→ **THE TASK**:
Without any pictures, print exactly the lines that run from the start of the data through the line containing "position:absolute; right:18px; top:18px;".

[[ EXCERPTED DATA, beginning ]]

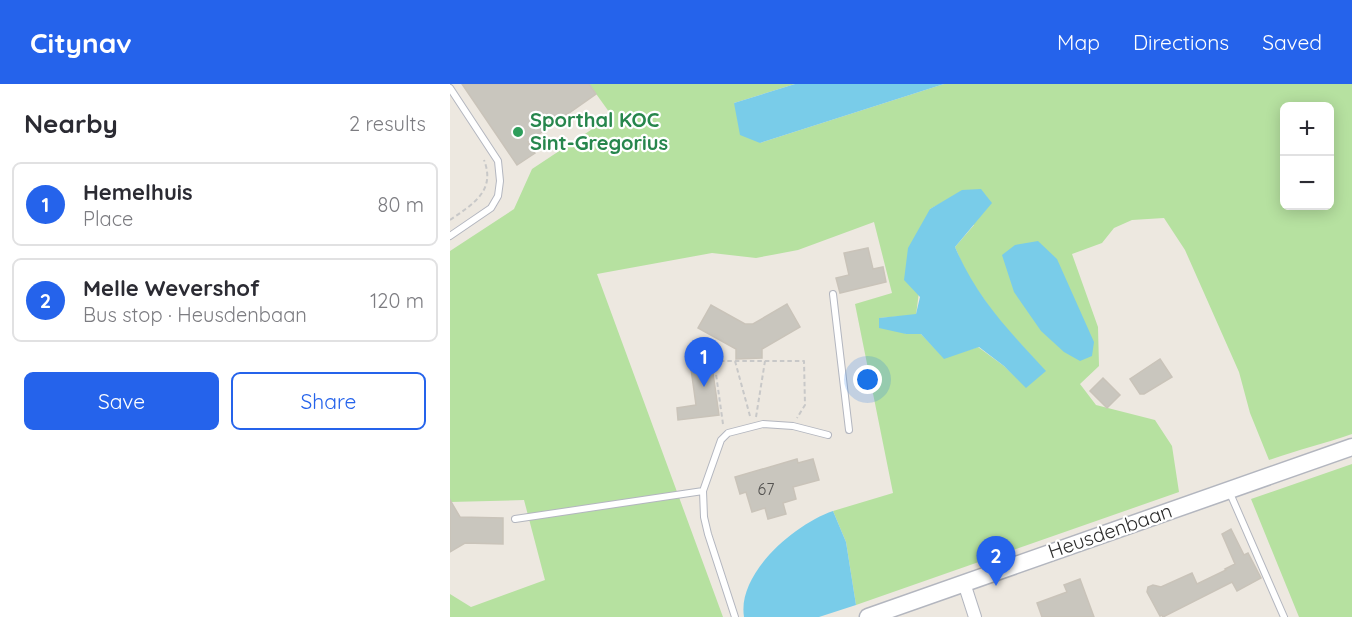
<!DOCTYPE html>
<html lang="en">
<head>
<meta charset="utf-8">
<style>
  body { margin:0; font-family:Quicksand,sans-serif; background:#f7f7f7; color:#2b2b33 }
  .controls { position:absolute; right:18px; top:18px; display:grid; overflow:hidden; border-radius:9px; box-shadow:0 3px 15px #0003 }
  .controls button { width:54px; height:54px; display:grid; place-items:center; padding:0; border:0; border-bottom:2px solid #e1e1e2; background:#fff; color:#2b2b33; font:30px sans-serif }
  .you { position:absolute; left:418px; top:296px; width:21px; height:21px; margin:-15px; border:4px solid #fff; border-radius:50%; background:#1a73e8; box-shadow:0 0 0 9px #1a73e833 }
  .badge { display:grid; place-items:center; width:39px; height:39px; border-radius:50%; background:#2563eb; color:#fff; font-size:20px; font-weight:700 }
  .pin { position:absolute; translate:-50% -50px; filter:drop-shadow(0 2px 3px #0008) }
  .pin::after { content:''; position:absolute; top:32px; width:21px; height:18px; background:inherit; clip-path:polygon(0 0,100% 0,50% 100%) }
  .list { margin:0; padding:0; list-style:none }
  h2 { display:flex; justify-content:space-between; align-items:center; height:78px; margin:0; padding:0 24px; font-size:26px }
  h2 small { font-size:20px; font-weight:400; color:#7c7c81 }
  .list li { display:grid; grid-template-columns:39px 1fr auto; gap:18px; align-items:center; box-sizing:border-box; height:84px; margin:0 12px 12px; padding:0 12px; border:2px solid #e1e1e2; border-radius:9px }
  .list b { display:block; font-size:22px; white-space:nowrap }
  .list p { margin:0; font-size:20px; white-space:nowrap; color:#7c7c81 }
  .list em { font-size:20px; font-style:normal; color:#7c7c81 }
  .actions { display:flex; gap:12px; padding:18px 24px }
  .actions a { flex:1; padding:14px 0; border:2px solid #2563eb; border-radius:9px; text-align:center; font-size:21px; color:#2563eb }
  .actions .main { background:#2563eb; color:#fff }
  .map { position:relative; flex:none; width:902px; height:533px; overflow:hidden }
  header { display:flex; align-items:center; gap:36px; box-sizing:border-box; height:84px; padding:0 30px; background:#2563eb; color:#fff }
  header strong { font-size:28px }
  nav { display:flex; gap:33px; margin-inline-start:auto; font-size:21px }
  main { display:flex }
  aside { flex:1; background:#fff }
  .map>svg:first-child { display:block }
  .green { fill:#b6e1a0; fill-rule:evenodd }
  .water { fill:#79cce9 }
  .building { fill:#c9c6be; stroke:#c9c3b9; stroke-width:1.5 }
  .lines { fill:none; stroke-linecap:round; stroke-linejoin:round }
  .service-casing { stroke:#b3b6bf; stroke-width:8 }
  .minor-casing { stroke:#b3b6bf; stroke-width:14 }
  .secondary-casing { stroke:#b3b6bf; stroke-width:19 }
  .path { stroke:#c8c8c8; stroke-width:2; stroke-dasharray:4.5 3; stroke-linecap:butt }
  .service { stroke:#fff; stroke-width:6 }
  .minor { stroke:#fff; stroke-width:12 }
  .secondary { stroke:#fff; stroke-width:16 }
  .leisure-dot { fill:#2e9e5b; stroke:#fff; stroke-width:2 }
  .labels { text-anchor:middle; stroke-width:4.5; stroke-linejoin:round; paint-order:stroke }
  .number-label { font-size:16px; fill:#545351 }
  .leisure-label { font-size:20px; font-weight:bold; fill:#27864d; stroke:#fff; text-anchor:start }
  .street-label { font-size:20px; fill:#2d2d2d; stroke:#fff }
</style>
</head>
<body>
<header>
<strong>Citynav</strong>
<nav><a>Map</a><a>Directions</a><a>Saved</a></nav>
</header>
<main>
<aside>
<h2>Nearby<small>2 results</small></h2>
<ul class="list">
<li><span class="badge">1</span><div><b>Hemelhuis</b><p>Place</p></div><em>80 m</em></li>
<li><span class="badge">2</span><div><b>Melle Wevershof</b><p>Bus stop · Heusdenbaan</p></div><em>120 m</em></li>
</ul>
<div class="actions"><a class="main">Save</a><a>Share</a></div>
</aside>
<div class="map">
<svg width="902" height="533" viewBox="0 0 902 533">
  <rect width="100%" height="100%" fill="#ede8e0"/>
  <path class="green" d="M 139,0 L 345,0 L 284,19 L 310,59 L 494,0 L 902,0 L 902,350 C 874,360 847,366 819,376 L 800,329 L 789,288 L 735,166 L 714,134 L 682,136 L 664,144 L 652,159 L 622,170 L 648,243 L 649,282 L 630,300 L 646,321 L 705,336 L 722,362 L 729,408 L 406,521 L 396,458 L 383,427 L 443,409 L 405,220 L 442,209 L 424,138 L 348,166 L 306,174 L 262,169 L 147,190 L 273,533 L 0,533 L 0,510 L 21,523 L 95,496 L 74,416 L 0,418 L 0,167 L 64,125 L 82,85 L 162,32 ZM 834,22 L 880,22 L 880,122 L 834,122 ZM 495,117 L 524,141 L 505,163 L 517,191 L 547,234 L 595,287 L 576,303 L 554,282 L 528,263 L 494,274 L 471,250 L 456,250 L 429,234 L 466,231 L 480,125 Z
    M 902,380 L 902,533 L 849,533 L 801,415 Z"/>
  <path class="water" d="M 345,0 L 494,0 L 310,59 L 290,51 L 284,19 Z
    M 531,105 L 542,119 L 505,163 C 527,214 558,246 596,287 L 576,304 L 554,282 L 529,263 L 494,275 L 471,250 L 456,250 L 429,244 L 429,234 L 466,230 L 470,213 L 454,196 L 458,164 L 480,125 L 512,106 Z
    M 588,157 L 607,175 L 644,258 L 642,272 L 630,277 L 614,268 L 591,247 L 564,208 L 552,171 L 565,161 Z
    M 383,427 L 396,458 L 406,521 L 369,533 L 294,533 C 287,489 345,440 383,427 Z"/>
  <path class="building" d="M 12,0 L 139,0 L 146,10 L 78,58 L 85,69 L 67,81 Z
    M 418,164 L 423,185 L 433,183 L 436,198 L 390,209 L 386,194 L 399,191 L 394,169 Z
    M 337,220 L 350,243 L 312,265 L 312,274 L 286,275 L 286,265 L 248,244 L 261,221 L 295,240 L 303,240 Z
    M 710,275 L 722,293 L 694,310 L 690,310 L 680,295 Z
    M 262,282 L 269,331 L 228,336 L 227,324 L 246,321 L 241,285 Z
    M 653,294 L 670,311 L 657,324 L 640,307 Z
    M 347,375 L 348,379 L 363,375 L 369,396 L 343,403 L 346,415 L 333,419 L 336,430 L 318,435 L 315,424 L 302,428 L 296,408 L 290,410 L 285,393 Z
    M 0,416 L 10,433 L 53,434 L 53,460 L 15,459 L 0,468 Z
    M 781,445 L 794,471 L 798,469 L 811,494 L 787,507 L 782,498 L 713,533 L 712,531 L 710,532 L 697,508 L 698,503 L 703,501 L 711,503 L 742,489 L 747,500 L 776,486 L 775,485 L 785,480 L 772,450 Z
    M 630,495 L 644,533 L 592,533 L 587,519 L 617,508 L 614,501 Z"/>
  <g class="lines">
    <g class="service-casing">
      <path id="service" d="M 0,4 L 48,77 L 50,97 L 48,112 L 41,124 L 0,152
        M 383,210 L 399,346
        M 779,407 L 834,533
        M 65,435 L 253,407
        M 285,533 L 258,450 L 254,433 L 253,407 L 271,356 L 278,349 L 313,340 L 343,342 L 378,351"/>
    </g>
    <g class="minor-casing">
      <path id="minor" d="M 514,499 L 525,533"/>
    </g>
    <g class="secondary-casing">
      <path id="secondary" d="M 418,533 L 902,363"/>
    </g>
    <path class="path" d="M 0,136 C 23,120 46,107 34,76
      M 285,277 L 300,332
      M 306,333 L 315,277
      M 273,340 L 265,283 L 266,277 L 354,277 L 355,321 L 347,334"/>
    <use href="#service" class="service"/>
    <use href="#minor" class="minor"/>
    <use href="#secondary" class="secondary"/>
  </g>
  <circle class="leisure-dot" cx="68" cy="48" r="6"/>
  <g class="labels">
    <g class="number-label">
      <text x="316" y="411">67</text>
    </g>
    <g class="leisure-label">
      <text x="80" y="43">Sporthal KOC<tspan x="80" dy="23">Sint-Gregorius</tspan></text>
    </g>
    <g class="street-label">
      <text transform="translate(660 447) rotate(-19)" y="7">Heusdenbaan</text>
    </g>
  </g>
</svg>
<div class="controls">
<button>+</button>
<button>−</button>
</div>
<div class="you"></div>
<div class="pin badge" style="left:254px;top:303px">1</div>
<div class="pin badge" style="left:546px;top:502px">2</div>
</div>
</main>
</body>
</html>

[[ EXCERPTED DATA, end ]]

→ **PROBLEM SOLUTION**:
<!DOCTYPE html>
<html lang="en">
<head>
<meta charset="utf-8">
<style>
  body { margin:0; font-family:Quicksand,sans-serif; background:#f7f7f7; color:#2b2b33 }
  .controls { position:absolute; right:18px; top:18px; display:grid; overflow:hidden; border-radius:9px; box-shadow:0 3px 15px #0003 }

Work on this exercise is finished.